Data for the task
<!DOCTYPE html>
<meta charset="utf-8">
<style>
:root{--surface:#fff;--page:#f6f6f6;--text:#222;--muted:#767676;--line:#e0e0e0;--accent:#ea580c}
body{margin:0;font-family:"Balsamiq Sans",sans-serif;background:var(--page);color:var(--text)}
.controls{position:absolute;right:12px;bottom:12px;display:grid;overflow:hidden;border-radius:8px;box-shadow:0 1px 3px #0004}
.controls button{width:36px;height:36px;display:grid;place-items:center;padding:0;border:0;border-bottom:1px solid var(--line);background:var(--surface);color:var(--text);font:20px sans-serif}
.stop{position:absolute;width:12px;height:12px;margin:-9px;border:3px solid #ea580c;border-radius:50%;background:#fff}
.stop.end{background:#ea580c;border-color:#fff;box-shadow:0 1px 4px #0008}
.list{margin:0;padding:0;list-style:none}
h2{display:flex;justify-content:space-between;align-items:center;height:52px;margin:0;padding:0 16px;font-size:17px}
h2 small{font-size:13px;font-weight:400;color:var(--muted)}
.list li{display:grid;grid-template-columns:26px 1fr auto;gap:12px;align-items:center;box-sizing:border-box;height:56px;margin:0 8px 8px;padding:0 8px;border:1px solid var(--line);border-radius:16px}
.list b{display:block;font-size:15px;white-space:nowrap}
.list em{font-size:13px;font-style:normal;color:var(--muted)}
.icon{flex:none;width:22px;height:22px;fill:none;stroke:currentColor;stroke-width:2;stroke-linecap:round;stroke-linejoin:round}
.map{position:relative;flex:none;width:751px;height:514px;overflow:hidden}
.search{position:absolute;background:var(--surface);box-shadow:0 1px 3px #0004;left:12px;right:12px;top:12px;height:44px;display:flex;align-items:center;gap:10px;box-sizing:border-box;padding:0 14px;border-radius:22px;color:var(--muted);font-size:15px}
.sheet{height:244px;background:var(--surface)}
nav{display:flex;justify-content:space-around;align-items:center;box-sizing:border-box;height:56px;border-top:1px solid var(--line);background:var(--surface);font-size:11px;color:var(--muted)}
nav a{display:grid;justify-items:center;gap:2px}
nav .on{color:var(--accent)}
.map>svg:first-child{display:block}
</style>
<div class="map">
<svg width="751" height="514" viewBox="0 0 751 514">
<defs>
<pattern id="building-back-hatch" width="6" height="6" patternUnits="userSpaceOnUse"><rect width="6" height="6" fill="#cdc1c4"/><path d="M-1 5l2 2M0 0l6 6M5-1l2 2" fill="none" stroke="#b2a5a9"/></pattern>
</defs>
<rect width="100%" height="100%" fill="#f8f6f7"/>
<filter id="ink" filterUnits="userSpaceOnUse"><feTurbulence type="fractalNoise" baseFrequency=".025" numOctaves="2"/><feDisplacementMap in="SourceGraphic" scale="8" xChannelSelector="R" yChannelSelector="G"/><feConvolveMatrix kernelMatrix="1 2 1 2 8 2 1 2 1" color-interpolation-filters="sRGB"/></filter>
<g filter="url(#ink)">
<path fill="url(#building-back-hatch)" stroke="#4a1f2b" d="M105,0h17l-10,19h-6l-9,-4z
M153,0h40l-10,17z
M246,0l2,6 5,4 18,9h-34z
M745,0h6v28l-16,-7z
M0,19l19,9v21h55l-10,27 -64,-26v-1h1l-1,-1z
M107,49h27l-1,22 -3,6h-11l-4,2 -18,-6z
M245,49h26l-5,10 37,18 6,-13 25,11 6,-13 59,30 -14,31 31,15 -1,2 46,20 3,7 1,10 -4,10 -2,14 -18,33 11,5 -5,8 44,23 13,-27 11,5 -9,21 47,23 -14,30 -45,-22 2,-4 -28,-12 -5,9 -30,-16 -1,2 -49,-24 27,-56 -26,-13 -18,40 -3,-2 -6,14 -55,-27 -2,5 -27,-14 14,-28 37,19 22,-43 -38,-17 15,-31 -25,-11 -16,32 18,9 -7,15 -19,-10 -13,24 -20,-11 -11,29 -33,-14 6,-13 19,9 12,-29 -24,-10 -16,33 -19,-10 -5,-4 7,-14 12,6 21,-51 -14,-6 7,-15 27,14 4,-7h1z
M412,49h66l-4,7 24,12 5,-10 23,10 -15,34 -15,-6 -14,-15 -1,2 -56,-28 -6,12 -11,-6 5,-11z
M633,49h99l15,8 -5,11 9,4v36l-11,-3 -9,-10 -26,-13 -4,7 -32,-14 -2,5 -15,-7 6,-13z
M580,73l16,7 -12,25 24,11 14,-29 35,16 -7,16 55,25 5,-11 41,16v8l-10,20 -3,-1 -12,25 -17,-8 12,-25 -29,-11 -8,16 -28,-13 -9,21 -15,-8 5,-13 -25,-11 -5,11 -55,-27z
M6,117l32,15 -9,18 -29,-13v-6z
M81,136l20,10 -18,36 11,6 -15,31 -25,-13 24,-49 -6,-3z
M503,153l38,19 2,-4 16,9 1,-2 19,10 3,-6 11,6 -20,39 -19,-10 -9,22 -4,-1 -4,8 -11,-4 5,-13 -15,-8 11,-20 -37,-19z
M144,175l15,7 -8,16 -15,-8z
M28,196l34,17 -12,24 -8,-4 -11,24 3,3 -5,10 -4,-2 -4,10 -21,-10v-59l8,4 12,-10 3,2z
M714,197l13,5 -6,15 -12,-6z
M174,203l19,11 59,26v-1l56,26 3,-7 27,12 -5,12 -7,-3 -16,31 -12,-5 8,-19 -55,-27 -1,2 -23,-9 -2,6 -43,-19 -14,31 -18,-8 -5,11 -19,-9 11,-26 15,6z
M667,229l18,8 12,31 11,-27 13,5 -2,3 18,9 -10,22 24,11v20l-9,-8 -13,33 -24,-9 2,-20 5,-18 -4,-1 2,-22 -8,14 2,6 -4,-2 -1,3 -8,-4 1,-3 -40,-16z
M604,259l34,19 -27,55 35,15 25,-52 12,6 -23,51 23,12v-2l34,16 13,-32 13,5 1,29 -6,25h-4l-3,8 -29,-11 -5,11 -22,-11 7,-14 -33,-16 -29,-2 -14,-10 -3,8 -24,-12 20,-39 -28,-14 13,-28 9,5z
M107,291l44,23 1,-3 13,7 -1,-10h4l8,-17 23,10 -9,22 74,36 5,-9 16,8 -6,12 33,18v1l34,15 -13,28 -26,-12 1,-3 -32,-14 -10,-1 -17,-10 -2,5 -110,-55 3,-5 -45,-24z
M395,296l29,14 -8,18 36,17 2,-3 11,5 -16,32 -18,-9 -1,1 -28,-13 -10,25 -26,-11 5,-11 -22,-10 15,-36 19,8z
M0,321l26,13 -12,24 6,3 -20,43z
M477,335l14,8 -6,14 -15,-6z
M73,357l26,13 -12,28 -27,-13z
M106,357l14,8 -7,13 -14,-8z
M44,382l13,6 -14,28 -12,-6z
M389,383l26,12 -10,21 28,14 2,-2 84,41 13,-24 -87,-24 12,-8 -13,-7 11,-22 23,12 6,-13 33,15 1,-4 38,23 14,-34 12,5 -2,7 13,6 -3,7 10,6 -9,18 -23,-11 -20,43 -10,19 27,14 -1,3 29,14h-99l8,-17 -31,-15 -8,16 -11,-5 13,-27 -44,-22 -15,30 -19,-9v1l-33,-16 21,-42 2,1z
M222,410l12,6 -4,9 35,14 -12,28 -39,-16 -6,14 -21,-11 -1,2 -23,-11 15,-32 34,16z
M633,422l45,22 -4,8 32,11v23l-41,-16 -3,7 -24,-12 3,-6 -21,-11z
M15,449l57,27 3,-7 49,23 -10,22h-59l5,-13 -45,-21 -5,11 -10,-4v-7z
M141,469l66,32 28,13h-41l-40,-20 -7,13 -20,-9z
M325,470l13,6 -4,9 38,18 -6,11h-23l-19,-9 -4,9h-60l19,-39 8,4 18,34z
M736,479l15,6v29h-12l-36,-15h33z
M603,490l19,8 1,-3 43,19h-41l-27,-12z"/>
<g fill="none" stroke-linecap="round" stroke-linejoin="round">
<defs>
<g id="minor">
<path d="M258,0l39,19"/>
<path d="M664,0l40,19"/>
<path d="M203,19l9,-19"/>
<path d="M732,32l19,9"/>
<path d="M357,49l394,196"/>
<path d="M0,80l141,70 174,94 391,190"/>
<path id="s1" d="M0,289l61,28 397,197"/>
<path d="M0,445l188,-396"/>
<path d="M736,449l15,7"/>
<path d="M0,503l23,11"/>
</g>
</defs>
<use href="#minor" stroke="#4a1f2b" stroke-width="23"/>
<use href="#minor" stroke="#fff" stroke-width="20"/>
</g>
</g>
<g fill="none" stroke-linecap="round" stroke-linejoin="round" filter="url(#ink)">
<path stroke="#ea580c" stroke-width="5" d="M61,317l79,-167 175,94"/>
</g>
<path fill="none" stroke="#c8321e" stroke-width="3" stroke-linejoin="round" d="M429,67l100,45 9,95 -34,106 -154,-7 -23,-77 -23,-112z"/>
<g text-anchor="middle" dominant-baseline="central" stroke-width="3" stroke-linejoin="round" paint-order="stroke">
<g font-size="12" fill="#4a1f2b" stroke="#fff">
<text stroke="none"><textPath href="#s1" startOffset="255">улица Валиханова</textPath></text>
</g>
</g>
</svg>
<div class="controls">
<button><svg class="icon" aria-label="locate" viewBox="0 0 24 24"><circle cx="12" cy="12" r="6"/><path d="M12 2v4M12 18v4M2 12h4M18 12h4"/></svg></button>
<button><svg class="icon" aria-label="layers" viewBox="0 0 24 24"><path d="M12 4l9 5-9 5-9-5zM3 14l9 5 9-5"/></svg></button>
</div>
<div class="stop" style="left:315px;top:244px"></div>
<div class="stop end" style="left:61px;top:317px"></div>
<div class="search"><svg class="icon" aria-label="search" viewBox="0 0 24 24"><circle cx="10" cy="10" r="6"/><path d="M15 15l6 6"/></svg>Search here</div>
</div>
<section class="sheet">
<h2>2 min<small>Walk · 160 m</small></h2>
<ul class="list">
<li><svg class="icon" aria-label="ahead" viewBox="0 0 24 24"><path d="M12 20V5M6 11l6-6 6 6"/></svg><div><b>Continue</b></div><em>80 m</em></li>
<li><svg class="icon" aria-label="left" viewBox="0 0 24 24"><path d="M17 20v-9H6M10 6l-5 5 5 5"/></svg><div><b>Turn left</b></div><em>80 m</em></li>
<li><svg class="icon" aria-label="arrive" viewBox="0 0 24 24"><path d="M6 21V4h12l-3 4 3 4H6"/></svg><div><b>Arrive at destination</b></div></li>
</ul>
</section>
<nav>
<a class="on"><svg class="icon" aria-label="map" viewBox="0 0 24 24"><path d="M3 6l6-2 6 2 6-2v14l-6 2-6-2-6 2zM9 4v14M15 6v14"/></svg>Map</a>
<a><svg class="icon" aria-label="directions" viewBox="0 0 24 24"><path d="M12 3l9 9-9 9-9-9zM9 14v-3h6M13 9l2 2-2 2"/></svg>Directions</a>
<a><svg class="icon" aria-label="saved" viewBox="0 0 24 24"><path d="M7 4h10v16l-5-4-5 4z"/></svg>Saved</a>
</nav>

Exercise instructions
What lines in the data include the string "sheet"? Copy each one.

Answer space
.sheet{height:244px;background:var(--surface)}
<section class="sheet">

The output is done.